=== Begin Enclosure ===
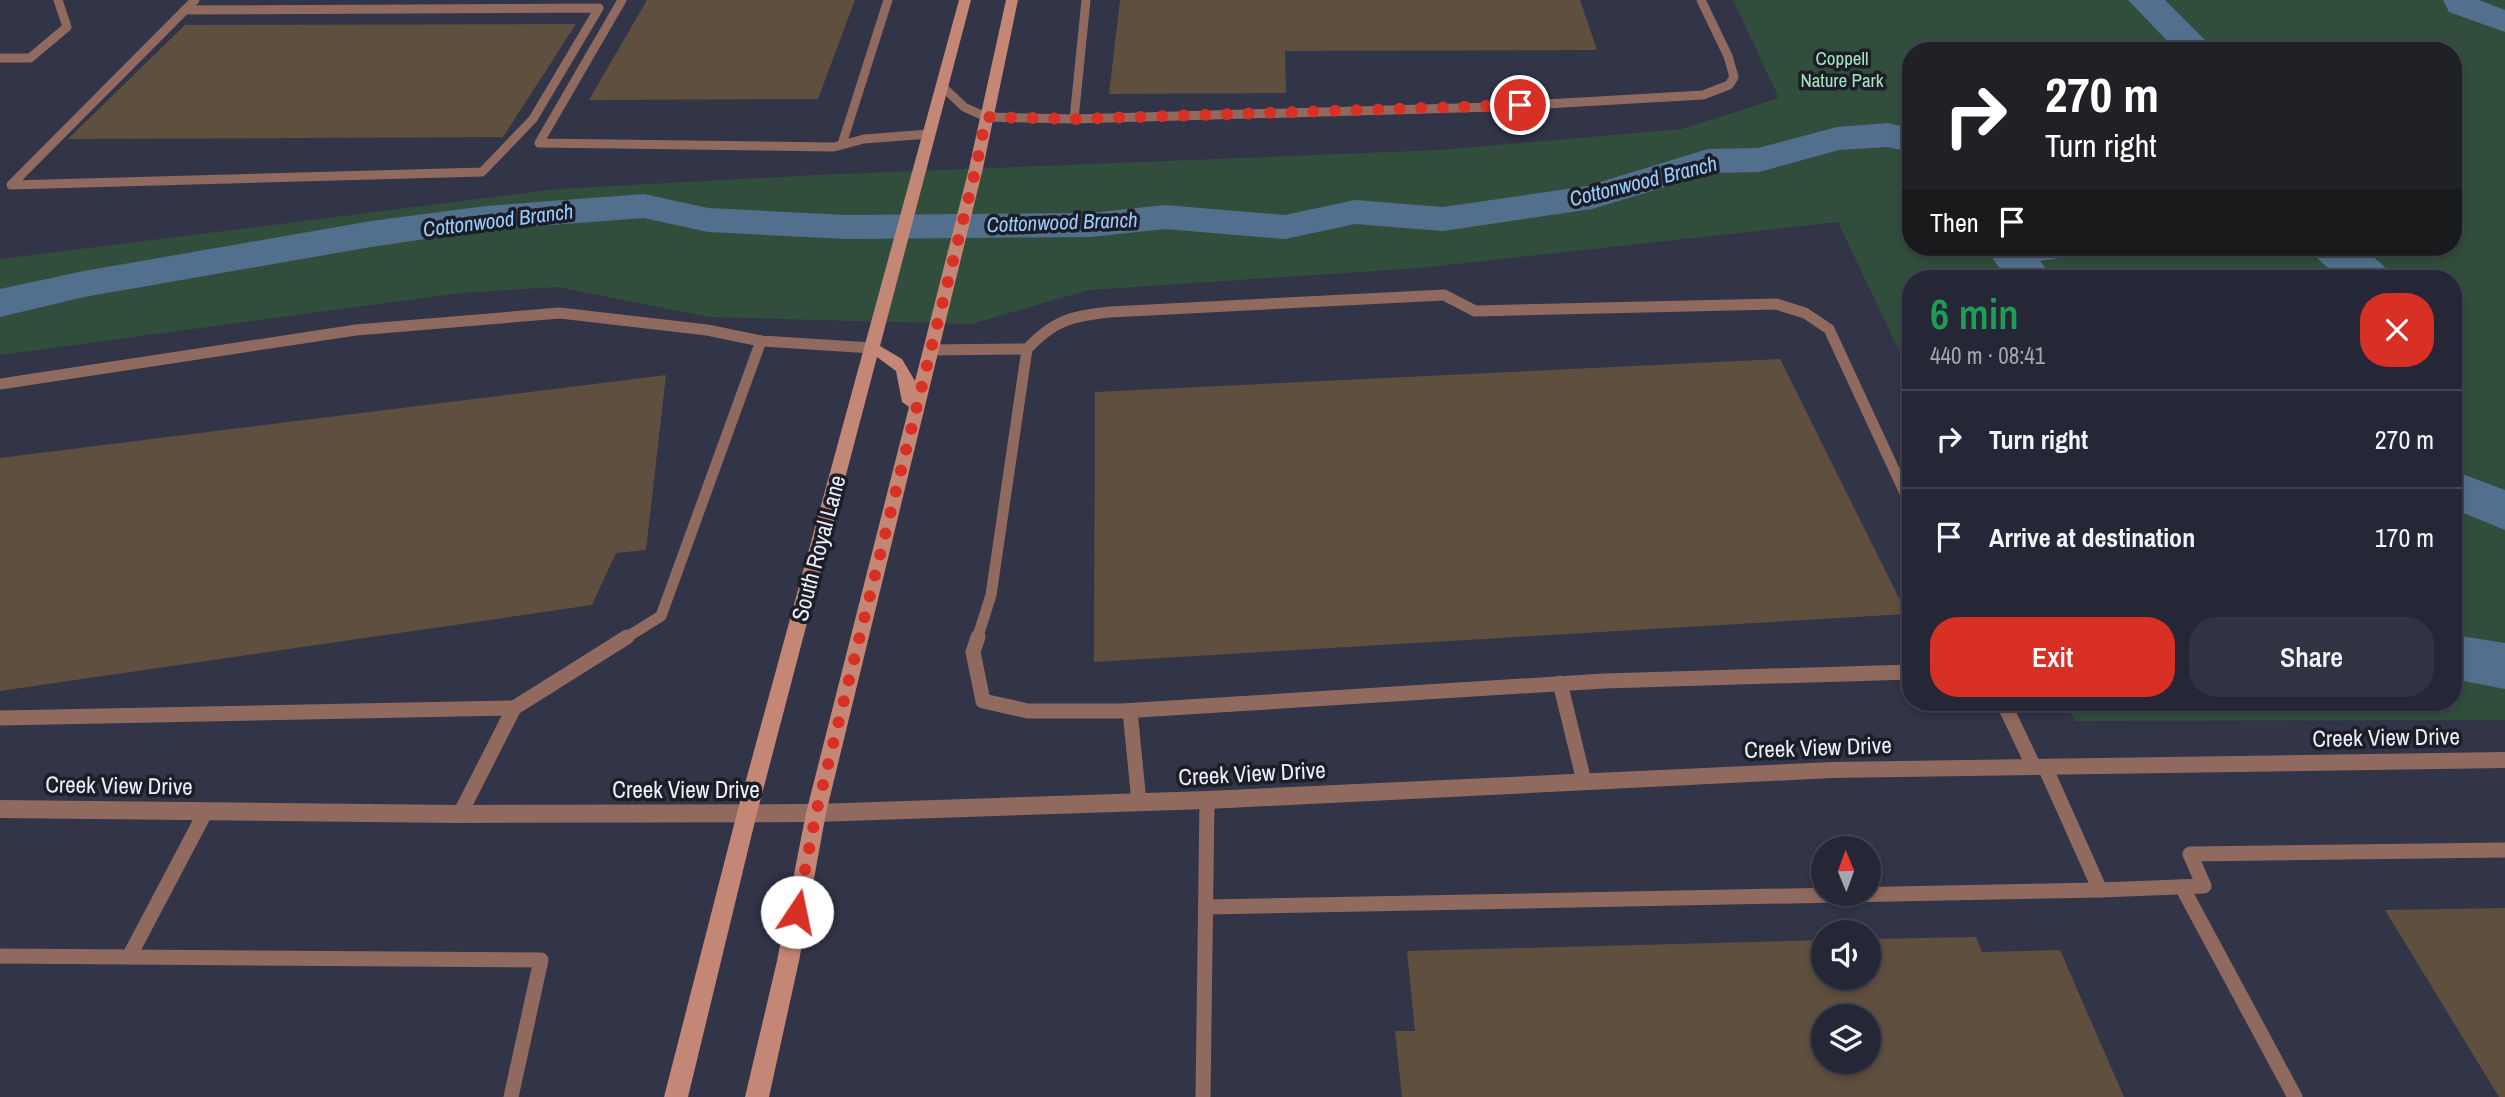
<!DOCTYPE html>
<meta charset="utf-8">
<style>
:root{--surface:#262736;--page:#323342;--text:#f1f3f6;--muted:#a4a5ad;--line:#424451;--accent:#d93025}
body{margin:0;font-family:"Archivo Narrow",sans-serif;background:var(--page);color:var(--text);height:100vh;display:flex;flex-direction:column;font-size:26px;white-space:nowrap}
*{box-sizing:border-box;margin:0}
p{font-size:23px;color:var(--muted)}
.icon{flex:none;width:38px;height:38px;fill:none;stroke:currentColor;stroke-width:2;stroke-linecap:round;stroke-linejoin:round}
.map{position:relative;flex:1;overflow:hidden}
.sheet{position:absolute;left:1902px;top:270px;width:560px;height:441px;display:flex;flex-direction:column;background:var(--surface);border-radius:28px;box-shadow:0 4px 10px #0003,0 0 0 2px var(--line)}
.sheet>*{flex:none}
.guide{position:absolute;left:1902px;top:42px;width:560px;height:214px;border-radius:28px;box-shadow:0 4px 10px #0003,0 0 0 2px var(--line);background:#202124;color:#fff;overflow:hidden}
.needle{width:46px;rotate:359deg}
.controls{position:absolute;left:1811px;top:836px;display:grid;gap:14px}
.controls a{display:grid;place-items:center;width:70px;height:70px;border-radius:50%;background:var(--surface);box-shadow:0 4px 10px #0003,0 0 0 2px var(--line);font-size:35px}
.pin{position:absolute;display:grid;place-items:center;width:60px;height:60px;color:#fff;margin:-30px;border:4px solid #fff;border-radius:50%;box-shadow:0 2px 7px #0007}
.me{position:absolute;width:77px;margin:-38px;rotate:11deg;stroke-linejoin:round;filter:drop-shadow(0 0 5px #0008)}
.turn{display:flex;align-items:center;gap:24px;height:147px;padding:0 28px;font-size:32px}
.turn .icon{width:91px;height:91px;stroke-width:2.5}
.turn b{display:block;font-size:49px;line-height:60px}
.then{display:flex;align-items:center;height:66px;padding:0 28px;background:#0003;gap:14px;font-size:26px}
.round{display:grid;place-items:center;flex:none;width:74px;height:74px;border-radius:28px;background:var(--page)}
.overview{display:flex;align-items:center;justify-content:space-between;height:119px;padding:0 28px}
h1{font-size:42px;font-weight:600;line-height:52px;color:#1e9e55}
.cta{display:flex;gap:14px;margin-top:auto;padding:14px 28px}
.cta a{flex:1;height:80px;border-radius:28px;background:var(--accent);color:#fff;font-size:28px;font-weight:600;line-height:80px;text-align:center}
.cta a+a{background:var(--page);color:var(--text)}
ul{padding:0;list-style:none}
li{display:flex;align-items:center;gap:21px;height:98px;padding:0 28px;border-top:2px solid var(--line)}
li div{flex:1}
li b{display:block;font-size:26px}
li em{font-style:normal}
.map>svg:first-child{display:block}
</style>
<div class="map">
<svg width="2505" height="1097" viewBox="0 0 2505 1097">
<rect width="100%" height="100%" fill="#323448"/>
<path fill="#314e3c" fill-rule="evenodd" d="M1733 0H2505V720L2075 721 2065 702H2454V278H1911V376L1838 222 1420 268 1089 290 971 324 709 317 557 287 461 293 0 355V259L558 189 816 175 1440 150 1682 129 1779 98ZM1911 51H2454V247H1911Z"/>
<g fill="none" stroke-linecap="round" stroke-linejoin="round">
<g fill="#52708e" fill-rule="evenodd">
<polygon points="2128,0 2165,0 2216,51 2177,51"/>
<polygon points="2443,0 2479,0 2505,10 2505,32 2449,12"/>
<polygon points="1887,123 1911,128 1911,152 1887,147 1839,150 1759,172 1711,173 1592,209 1443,231 1355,224 1285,239 1165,229 1090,237 846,239 708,232 644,218 486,230 371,247 84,297 0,317 0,289 84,271 371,221 486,206 644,194 708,208 846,215 1090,213 1165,205 1285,215 1355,200 1443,207 1587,186 1708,149 1758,148 1837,127"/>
<polygon points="1994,247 2079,247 2073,256 2040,261 2053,278 2008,278 1994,261 1991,251"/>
<path d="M2309 247C2345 245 2370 244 2393 278 2355 280 2332 281 2309 247Z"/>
<polygon points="2454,471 2505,490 2505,530 2454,509"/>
<polygon points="2454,635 2505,643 2505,689 2454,679"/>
</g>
</g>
<g fill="#5f4f3e" fill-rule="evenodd">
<polygon points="647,0 855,0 818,99 589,100"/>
<polygon points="1120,0 1580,0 1597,50 1285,51 1286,93 1109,94"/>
<polygon points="576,24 503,137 68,139 185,25"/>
<polygon points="1780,359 1907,614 1094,662 1095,392"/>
<polygon points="666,375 646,550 616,553 592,605 0,691 0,458"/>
<polygon points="2505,908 2505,1097 2499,1097 2385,910"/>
<path d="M1976 937 1982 952 2060 950 2124 1097H1402L1395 1031H1415L1407 951 1824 940V978H1869V939ZM1824 1017H1869V1062H1824Z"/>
</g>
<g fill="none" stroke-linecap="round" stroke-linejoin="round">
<g stroke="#916a5f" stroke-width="9">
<polyline points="622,0 539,143 834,147 864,139 929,134"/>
<polygon points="599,8 533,119 482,172 11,185 185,10"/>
<polyline points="185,10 195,0"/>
<polyline points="0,58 30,58 67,27 58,0"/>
<polyline points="942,86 964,107 986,117 1074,119 1493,107 1703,95 1729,85 1734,77 1728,56 1701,0"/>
<polyline points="1074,119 1086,0"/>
<polyline points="842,144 888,0"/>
</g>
<g stroke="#916a5f" stroke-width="11">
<path d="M929 350 1027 349C1054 320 1072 316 1110 312L1444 295 1475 311 1776 304 1805 313 1829 329 1911 506"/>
<polyline points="0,384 356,330 560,313 707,330 761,341 872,348"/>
<polyline points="624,639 661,616 761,341"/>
<polyline points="977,639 991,595 1027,349"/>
</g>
<g stroke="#916a5f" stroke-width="15">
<polyline points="978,637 973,652 983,701 1028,711 1122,711 1604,681 1911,672"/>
<polyline points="1560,683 1584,781"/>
<polyline points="2003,702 2034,767"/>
<polyline points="1130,711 1139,802"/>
<polyline points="0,718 514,708"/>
<polyline points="2045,767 2100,890 2204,886 2190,854 2505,850"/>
<polyline points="460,814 514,708 627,637"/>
<polyline points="2182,887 2295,1097"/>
<polyline points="1207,907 2100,890"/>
<polyline points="0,956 541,960 511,1097"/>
<polyline points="129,957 206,811"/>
<polyline points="1203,1097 1207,800"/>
</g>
<polygon fill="#916a5f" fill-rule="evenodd" points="2505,752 2505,768 1832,778 1207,809 816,822 460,823 0,818 0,800 460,805 816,804 1207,791 1832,762"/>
<polygon fill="#c48675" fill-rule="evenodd" points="959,0 971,0 880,346 902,359 915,381 969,168 1006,0 1018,0 983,168 826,813 799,961 769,1097 745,1097 777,961 806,813 909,407 902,402 896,371 877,357 757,813 688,1097 664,1097 737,813"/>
</g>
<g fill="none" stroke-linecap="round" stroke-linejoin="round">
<polyline stroke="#d93025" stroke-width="12" stroke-dasharray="0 21.6" points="797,912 816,813 976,168 986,117 1074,119 1520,105"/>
</g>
<g text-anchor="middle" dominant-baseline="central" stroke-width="7" stroke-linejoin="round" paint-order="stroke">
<g font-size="19" fill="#a3e6bd" stroke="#1c1d26">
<text x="1842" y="58">Coppell<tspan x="1842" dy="22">Nature Park</tspan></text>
</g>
<g font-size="21" font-style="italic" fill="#99ccfe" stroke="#1c1d26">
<text transform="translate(1643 181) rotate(-14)">Cottonwood Branch</text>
<text transform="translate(498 220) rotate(-7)">Cottonwood Branch</text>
<text transform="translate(1062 222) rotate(-2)">Cottonwood Branch</text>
</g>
<g font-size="23" fill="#eceefb" stroke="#1c1d26">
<text transform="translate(818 548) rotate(-75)">South Royal Lane</text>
<text transform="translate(2386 737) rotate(-1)">Creek View Drive</text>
<text transform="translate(1818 747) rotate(-2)">Creek View Drive</text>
<text transform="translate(1252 773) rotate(-3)">Creek View Drive</text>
<text transform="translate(119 785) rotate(1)">Creek View Drive</text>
<text x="686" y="789">Creek View Drive</text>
</g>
</g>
</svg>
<div class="controls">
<a><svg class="needle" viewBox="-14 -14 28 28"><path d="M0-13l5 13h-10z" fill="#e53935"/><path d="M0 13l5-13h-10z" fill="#a4a5ad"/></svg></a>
<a><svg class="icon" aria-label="sound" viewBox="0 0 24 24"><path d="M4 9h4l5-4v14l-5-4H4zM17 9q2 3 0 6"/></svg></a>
<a><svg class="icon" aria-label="layers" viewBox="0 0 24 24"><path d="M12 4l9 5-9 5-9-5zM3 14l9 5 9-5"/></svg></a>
</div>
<div class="pin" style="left:1520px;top:105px;background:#d93025"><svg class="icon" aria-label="arrive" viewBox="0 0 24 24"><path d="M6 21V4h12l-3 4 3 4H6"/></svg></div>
<svg class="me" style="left:797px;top:912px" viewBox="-20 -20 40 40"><circle r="19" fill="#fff"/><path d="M0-13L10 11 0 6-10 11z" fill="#d93025"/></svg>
<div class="guide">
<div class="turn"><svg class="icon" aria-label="right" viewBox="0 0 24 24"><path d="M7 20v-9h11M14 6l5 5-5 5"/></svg><div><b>270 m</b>Turn right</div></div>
<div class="then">Then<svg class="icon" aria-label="arrive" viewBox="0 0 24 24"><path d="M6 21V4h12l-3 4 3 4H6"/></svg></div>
</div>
<section class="sheet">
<div class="overview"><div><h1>6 min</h1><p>440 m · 08:41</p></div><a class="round" style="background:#d93025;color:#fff"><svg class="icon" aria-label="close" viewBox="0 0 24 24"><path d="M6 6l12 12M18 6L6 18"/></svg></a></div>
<ul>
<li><svg class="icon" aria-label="right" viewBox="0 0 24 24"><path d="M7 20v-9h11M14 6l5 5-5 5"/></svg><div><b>Turn right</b></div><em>270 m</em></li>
<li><svg class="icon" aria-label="arrive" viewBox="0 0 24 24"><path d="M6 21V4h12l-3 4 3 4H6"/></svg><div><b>Arrive at destination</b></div><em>170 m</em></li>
</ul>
<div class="cta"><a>Exit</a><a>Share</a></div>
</section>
</div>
=== End Enclosure ===
◆ HOW TO COMPLETE THIS TASK ◆
If a line in the entries above contains the word "controls", copy it.

◆ RESPONSE BOX ◆
.controls{position:absolute;left:1811px;top:836px;display:grid;gap:14px}
.controls a{display:grid;place-items:center;width:70px;height:70px;border-radius:50%;background:var(--surface);box-shadow:0 4px 10px #0003,0 0 0 2px var(--line);font-size:35px}
<div class="controls">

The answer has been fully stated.